L'operazione valutativa dell'interprete (rectius, del giudice) risulta da ultimo agevolata dalle previsioni di taluni contratti collettivi nazionali o individuali certificati nelle sedi competenti, in cui le parti hanno provveduto a tipizzare, seppur in modo non vincolante (cfr. art. 30, III comma, L. 183/2010, che prescrive un generico “tiene conto”), alcune ipotesi integranti giusta causa di recesso datoriale. Trattasi di un ulteriore ed utile elemento orientativo per il giudice, che, tuttavia, nel valutare la legittimità del recesso datoriale non potrà farsi guidare da alcun automatismo (come ricordato recentemente da Cass., sez. lav., n. 7567/2020 e n. 13411/2020).
Ai fini della presente contributo, occorre indagare la posizione assunta dalla giurisprudenza in relazione all'idoneità a fondare un recesso datoriale per giusta causa di condotte poste in essere dal dipendente nell'ambito di un diverso e precedente rapporto di lavoro. Le soluzioni giuridiche
Le aperture giurisprudenziali tese a ricomprendere fatti della vita privata del prestatore di lavoro nella nozione di giusta causa di licenziamento (laddove gli stessi incidano sulla figura morale del lavoratore e quindi sulla possibilità di prosecuzione del rapporto di lavoro) consentono l'estensione anche a fatti inerenti a precedenti rapporti di lavoro, ovviamente a determinate condizioni ed entro certi limiti.
Tale estensione non è stata del tutto pacifica.
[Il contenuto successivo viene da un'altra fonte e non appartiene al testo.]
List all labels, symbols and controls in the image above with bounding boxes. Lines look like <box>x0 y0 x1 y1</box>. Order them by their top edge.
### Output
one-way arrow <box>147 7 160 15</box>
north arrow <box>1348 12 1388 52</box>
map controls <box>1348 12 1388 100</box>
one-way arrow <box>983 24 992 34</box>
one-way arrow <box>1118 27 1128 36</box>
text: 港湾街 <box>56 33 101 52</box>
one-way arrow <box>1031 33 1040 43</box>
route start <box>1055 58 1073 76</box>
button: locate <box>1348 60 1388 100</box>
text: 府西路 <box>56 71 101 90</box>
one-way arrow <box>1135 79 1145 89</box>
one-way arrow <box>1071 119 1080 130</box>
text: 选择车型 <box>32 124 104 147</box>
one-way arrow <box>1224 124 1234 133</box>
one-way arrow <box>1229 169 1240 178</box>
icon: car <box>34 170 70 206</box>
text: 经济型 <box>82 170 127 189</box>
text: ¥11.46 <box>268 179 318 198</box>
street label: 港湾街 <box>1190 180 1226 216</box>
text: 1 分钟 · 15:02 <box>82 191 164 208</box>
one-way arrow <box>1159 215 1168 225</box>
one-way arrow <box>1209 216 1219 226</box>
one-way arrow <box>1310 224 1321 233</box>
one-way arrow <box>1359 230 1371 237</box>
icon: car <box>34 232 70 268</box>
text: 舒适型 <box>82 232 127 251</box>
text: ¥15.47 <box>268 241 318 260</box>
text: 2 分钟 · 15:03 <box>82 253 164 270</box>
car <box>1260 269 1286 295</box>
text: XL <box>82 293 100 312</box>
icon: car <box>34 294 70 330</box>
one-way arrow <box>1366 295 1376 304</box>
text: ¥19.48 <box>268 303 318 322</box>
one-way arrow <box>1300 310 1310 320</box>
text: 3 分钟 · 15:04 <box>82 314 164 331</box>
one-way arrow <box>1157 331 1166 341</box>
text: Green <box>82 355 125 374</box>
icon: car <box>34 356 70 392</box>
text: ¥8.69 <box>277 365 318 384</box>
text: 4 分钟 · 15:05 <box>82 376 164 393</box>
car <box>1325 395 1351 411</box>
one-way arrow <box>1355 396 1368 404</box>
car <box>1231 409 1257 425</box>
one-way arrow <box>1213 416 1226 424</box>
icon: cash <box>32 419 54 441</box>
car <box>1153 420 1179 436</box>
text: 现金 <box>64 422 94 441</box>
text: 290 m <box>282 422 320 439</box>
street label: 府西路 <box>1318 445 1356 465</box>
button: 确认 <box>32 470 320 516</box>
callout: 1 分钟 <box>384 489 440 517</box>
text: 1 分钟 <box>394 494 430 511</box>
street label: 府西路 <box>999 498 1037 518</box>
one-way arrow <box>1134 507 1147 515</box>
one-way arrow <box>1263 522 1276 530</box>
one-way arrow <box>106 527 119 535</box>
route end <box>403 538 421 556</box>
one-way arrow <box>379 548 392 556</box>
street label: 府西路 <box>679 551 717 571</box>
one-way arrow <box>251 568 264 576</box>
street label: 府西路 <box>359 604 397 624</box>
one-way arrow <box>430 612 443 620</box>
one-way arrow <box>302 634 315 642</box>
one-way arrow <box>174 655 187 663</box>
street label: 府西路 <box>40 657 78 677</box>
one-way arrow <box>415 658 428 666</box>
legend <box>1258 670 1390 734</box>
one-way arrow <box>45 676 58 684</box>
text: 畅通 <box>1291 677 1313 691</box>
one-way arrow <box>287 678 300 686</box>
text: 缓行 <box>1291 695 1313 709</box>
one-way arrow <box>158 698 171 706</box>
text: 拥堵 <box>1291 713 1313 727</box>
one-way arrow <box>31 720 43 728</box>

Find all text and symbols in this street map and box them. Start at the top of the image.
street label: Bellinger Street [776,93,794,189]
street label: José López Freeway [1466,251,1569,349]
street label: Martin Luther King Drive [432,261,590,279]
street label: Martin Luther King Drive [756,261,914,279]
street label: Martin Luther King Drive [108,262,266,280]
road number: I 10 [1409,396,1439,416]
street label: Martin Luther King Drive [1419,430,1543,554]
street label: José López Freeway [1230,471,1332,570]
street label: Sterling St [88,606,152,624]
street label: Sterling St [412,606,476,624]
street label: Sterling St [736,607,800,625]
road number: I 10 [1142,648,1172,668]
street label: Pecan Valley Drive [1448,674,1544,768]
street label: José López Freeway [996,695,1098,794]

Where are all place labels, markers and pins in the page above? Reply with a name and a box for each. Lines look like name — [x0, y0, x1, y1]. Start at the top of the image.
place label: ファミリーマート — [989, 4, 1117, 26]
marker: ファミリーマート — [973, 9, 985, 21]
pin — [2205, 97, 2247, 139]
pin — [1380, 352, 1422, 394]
Ed infatti, taluni giudici di merito, confondendo l'addebito di natura disciplinare con la giusta causa di recesso, hanno ritenuto l'illegittimità del licenziamento sulla scorta della semplice anteriorità e riferibilità ad altro rapporto di lavoro della condotta inadempiente del dipendente. In tal senso la Corte d'Appello di Milano (sentenza n. 289/2014) ha escluso la giusta causa di licenziamento per la semplice ragione che “i detti fatti delittuosi erano stati commessi prima che il Comune datore di lavoro cedesse il ramo d'azienda, a cui era addetto il lavoratore, alla società commerciale attuale ricorrente principale, che aveva assegnato il medesimo a diverse mansioni e poi l'aveva licenziato” (cfr. Cass. n. 20319/2015 che ha cassato la sentenza della Corte milanese).
I giudici di legittimità, invece, invitano a superare la distinzione meramente temporale delle condotte.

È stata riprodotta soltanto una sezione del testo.